# TASK GOAL:
Leave the pictures out. Return the rest of the listing below exactly.

# THE DATA:
--*--

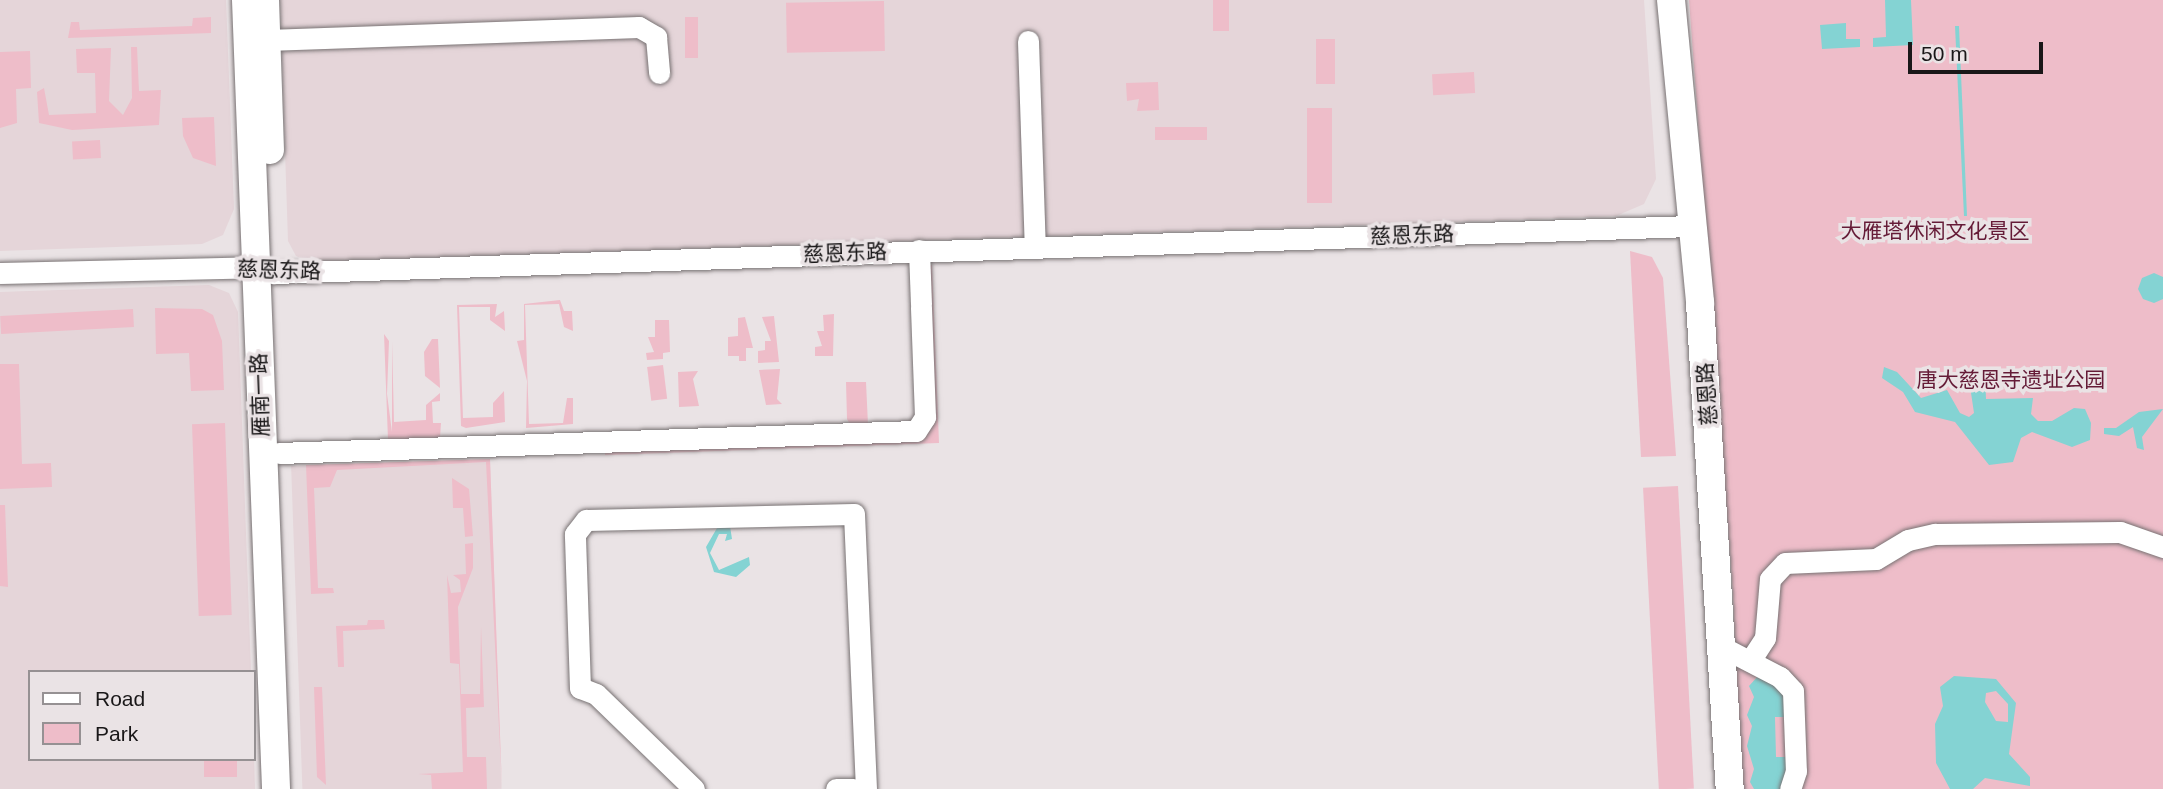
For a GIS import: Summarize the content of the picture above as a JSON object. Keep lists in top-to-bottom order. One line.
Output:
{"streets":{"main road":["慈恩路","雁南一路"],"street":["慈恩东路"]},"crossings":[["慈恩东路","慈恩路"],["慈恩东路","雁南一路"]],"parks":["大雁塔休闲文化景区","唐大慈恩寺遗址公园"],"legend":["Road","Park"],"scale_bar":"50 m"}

--*--

# OUTPUT OF THE TASK:
For a GIS import: Summarize the content of the picture above as a JSON object. Keep lists in top-to-bottom order. One line.
Output:
{"streets":{"main road":["慈恩路","雁南一路"],"street":["慈恩东路"]},"crossings":[["慈恩东路","慈恩路"],["慈恩东路","雁南一路"]],"parks":["大雁塔休闲文化景区","唐大慈恩寺遗址公园"],"legend":["Road","Park"],"scale_bar":"50 m"}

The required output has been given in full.